Tips for a Non-Blotchy Maple and Birch Finish
To your tool-kit for avoiding blotchiness in hard-to-stain woods, add this: "solvent soaking." September 26, 2006
I have a client asking for a maple kitchen, but stained to a medium brown tone. For this project (not a big money one), I'm going to outsource my fronts from Walzcraft and have them do the stain and finish. Since I'm a cabinetmaker, not a pro finisher, I'm wary of a wiping stain on maple due to the blotchy outcome, and am also not a big fan of the spray-no-wipe option because it tends to obscure the grain. I'm wondering if I should suggest birch instead of maple, hoping that I can do a wiping stain on birch, avoid some of maple's tendency to blotch, and retain the look of maple since they're close in grain pattern. In your experience with birch less blotchy? I realize I might be better off suggesting a darker wood - say, white oak or even walnut - and then just clear coat it. Any thoughts are greatly appreciated.
From contributor M:
In my experience, birch plywood blotches just as bad as maple. I've heard folks argue both directions. Point blank, they both blotch.
Your best shot will be, in my opinion, to simply test your stain on a long sample (a 4"X3ft piece of hardwood will give you a good idea of how it will blotch). Sand the whole mess to 150 (using a small finish sander if possible, rather than an aggressive random-orbit) and then finish off by wrapping some 150 around a sponge and sand with the grain to remove all swirl marks. Then stain.
Note that some may suggest to you to use washcoats: this will eliminate blotching almost completely. It will also eliminate the darker colors (giving you a weak color) and keep pigments like gilsonite from getting into the grain and "popping" it like you seem to want (as most of us do).
From contributor C:
I always use a spray-on dye stain on maple, cherry and similar woods. The dye also gives the wood a beautiful chatoyance. Works great and does not obscure the grain. Brings it out more, if anything.
From contributor S:
You are correct - spraying a wiping stain will give a very muddy finish. Dye is the only way for me. It is completely transparent and you can get any color there is with great depth and no blotching or dark end grain.
From contributor A:
Find a quality finisher that will pre-stain the wood before applying the stain. We pre-stain all the stuff that goes though our shop (mostly maple) and it all comes out gorgeous with no blotches anywhere. This might cost a bit more, but it will really make the maple look like it should. All woods that blotch should be pre-stained, conditioned and well sanded before applying a wiping stain. And I agree that a spray-no-wipe tends to pigment out the grain far too much.
From contributor L:
My preferred strategy for dealing with these issues is to do a weak stain (usually I prefer to add body to the stain by diluting with clear stain base or similar products, rather than washcoating) and then finishing the tinting with a lightly pigmented clear coat. This tends to get the drama of the wood's grain while limiting the contrasts to artistically successful levels. I think that maple is generally easier to work with than birch. In fact, I can't think of any other common wood which can achieve such a wide range of stained colors and looks. It is a favorite of mine. Common problems with birch are torn (slivered) veneers and dark streaks. Birch is also somewhat more coarsely grained than maple and suffers more from raised grain issues when using water based products (which I often favor).
From contributor X:
Pigmented wood stains were not intended to be sprayed, brushed, or wiped on, unless they are wiped off because they have large particles. Dyes have much smaller particles, and if sprayed with the proper technique, will not blotch.

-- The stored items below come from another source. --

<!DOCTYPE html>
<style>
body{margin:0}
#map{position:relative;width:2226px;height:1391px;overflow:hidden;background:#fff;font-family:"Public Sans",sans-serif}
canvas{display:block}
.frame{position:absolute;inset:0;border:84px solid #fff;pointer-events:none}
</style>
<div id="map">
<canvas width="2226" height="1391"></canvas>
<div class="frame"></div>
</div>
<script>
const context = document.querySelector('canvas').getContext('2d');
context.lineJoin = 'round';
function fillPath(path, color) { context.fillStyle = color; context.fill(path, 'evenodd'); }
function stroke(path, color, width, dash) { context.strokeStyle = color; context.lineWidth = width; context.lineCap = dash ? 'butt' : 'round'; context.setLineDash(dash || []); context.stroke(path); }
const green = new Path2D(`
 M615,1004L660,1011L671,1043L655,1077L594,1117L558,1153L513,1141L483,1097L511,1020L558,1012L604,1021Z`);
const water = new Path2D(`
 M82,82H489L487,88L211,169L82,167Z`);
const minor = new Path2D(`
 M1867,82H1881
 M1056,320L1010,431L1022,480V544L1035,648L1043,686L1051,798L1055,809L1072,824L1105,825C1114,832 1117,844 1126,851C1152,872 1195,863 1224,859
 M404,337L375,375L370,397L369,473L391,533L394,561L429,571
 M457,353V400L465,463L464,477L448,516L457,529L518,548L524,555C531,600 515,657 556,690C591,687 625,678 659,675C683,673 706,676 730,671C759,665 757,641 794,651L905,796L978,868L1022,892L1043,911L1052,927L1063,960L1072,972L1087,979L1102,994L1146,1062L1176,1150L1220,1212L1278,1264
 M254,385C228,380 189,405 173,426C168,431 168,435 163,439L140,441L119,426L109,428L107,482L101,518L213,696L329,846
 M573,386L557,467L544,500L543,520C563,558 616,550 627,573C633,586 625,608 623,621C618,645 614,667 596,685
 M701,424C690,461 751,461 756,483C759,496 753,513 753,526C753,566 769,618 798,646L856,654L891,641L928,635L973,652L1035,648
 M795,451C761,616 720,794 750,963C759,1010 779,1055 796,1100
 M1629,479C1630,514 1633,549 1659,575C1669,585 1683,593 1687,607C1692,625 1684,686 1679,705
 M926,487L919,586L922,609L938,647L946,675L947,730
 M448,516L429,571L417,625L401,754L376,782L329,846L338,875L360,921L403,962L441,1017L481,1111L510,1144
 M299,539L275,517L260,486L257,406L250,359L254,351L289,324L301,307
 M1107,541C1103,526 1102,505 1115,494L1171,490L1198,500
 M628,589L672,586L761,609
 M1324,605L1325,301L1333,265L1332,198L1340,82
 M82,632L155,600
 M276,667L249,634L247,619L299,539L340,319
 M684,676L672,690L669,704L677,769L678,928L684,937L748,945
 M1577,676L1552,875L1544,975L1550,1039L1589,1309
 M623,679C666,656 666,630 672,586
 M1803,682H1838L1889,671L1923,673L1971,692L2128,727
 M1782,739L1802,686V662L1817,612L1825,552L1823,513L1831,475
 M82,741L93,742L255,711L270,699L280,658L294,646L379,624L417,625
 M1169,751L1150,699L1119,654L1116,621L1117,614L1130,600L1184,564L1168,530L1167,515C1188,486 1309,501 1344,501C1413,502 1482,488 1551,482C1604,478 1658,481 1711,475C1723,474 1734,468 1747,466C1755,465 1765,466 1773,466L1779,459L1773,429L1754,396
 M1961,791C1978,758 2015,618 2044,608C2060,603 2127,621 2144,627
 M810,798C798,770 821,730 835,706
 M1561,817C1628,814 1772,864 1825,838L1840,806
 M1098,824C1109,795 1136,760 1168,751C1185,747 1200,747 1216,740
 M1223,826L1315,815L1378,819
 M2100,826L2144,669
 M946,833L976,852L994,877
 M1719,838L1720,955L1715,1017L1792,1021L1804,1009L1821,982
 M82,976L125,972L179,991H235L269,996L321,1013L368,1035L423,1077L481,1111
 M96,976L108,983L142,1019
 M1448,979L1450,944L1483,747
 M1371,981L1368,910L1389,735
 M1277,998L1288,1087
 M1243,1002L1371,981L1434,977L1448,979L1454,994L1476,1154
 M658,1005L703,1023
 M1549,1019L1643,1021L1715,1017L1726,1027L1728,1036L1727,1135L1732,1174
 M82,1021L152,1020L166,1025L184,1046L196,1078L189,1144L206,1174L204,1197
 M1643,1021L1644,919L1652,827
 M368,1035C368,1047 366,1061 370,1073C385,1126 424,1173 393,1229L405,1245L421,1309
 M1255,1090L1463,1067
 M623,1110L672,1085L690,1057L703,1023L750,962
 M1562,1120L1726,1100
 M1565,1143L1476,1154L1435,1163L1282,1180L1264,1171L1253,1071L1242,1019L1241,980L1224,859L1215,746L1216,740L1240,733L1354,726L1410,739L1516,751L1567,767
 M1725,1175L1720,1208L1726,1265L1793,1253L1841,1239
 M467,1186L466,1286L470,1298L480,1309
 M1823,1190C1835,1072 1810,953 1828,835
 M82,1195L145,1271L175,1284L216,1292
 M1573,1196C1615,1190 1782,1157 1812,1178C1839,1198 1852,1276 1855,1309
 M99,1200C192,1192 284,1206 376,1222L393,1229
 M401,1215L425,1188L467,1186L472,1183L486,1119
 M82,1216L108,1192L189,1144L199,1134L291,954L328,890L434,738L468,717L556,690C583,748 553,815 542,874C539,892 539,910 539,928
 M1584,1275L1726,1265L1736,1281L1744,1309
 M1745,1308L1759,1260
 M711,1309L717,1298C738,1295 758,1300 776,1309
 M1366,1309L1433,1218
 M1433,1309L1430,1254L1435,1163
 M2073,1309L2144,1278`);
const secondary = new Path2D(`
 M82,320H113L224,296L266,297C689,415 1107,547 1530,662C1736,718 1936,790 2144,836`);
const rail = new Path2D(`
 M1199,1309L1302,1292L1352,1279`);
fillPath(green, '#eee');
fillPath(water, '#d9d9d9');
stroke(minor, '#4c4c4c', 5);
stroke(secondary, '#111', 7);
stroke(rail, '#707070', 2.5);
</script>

The pre-conditioner could be almost any one of the drying oils, or the clear base for stains or glazes, which basically is going to add a thin skin to the wood. This film will prevent the stain from penetrating into the wood, which is one way how to prevent blotching. Glue sizing, boiled linseed oil, solvent soaking, gel stains - basically a heavy bodied drying oil or solvent soaking with pigments. There is a lot of information on blotching. Just do a search here, and you will find it.

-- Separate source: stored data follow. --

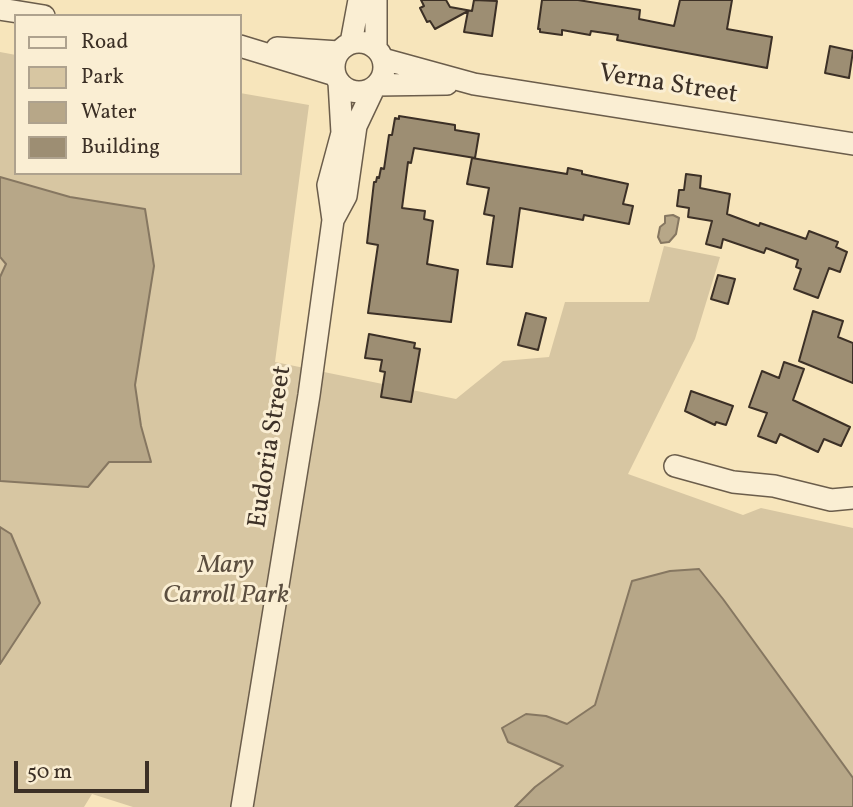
<!DOCTYPE html>
<html>
<head>
<meta charset="utf-8">
<style>
	body { margin:0 }
	#map { position:relative; width:853px; height:807px; overflow:hidden; background:#f7e5bb; font-family:Vollkorn,serif }
	canvas { display:block }
	.legend { position:absolute; left:14px; top:14px; width:228px; height:161px; box-sizing:border-box; background:#faeed3; border:2px solid #aea28e; margin:0; padding:9px 12px; list-style:none; font-size:21px; color:#3c3026 }
	.legend li { display:flex; align-items:center; gap:14px; height:35px }
	.legend b { width:35px; border:2px solid #aea28e }
	.scale { position:absolute; left:14px; top:761px; width:135px; height:32px; box-sizing:border-box; border:4px solid #3c3026; border-top:0; padding-left:9px; font-size:21px; line-height:24px; white-space:nowrap; color:#3c3026; -webkit-text-stroke:5px #faeed3; paint-order:stroke }
</style>
</head>
<body>
<div id="map">
<canvas width="853" height="807"></canvas>
<ul class="legend">
<li><b style="height:9px;background:#faeed3"></b>Road</li>
<li><b style="height:19px;background:#d7c6a2"></b>Park</li>
<li><b style="height:19px;background:#b7a788"></b>Water</li>
<li><b style="height:19px;background:#9d8e73"></b>Building</li>
</ul>
<div class="scale">50 m</div>
</div>
<script>
const ctx = document.querySelector('canvas').getContext('2d');
ctx.lineJoin = 'round';
function paint(path, color) { ctx.fillStyle = color; ctx.fill(path, 'evenodd'); }
const poly = rows => new Path2D(rows.map(r => 'M' + r).join(''));
function trace(path, color, width, dash) { ctx.strokeStyle = color; ctx.lineWidth = width; ctx.lineCap = dash ? 'butt' : 'round'; ctx.setLineDash(dash || []); ctx.stroke(path); }
function label(font, color, halo, rows, align = 'center') {
  ctx.font = font + ' Vollkorn,serif'; ctx.lineWidth = 6; ctx.setLineDash([]); ctx.textBaseline = 'middle'; ctx.strokeStyle = halo; ctx.fillStyle = color; for (const [text, x, y, turn = 0] of rows) {
    ctx.save(); ctx.translate(x, y); ctx.rotate((+turn || 0) * Math.PI / 180); ctx.textAlign = isNaN(turn) ? turn : align; if (halo) ctx.strokeText(text, 0, 0); ctx.fillText(text, 0, 0); ctx.restore();
  }
}
const green = poly([
	[0,52,16,55,16,173,240,173,240,93,309,105,275,362,456,399,503,361,549,357,565,302,649,302,664,246,720,257,695,339,628,474,743,515,761,508,853,528,853,807,133,807,92,794,84,807,0,807]
]);
const water = poly([
	[0,177,70,197,145,209,154,266,135,385,141,426,151,462,109,462,88,487,0,481,0,277,6,264,0,257,0,177],
	[673,215,679,218,676,234,669,242,661,243,658,237,660,227,665,223,665,216,673,215],
	[0,527,11,534,40,603,0,664,0,527],
	[699,569,723,599,853,778,853,807,515,807,535,787,563,766,508,742,502,728,526,714,546,716,567,724,595,705,632,581,670,571,699,569]
]);
const building = poly([
	[421,0,446,0,450,7,472,11,474,0,497,1,492,36,464,32,468,11,435,29,430,21,427,22,420,8,424,6,421,0],
	[542,0,578,0,640,10,639,19,674,26,680,0,732,0,727,29,772,37,767,68,617,40,618,35,591,31,590,35,562,30,562,35,540,32,540,29,538,29,542,0],
	[830,46,853,51,849,78,825,73,830,46],
	[399,116,455,125,455,130,479,134,475,158,414,148,411,163,408,162,402,208,425,211,424,219,433,221,427,264,458,270,451,322,368,313,378,245,367,243,374,182,376,182,377,177,379,178,381,168,384,169,389,135,392,135,395,118,399,119,399,116],
	[472,158,567,174,568,168,582,171,582,174,628,184,623,204,633,206,629,224,584,215,583,220,520,208,512,267,487,264,494,216,484,214,489,188,467,184,472,158],
	[686,174,701,176,700,188,730,194,727,214,759,226,760,223,806,239,809,231,838,242,836,247,847,252,840,272,829,268,818,298,794,289,801,269,796,267,798,260,766,248,764,253,723,239,721,248,706,244,712,221,688,217,689,208,677,206,679,190,684,190,686,174],
	[718,275,735,279,728,304,711,299,718,275],
	[813,311,843,321,838,337,853,343,853,383,799,361,813,311],
	[526,313,546,318,538,350,518,345,526,313],
	[369,334,415,343,414,348,420,349,411,402,381,397,385,372,380,371,382,360,365,358,369,334],
	[784,362,804,369,793,400,850,427,841,446,824,439,818,452,780,434,776,443,758,436,767,413,749,407,762,371,779,378,784,362],
	[691,391,733,406,726,425,716,422,715,425,685,411,691,391]
]);
const minor = poly([
	[0,9,44,16],
	'334 67a25 25 0 1 1 50 0a25 25 0 1 1-50 0Z',
	[351,43,359,0],
	[240,46,335,75],
	[277,48,339,52],
	[376,48,376,0],
	[383,59,474,84,853,144],
	[377,85,447,84],
	[333,220,346,196,356,126,374,88],
	[675,466,733,482,774,486,831,500,853,498],
	[242,807,309,395,333,220,328,185,342,133,339,82]
]);
const streetNames = [
	["Verna Street",668,86,9],
	["Eudoria Street",272,447,-81]
];
const parkNames = [
	["Mary",226,567],
	["Carroll Park",226,597]
];
paint(green, '#d7c6a2');
paint(water, '#b7a788');
trace(water, '#867761', 2);
paint(building, '#9d8e73');
trace(building, '#3c3026', 2);
trace(minor, '#6b5d4b', 24);
trace(minor, '#faeed3', 21);
label('26px', '#3c3026', '#faeed3', streetNames);
label('italic 26px', '#5b4e3f', '#faeed3', parkNames);
</script>
</body>
</html>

From the original questioner:
Thanks. It seems to be the case that the door suppliers (Walzcraft, Portadoor, etc.) don't do a conditioning step and/or don't use dye over pigment because their blotching is quite pronounced. Are you aware of a door supplier who does a particularly good job with their stain and finish? Or am I expecting too much from a company that's really in the business of woodwork?
From contributor R:
To minimize the blotchy effect on maple, try wiping the door down with paint thinner and then staining it. This will also prevent the end grain from absorbing too much stain. Overall, you will get a much more consistent color. This is just another process you might call a stain conditioning.
From contributor X:
Only the old timers know about solvent soaking. The proper solvent floods the wood, and then being that the wood can only absorb so much liquid, the stain cannot penetrate the wood. Be sure you use the right solvent for whichever type of stain you will be using.
As with all new techniques, make some samples.
From contributor O:
Could you not send the cabinet parts out with the doors? That way they would match the doors.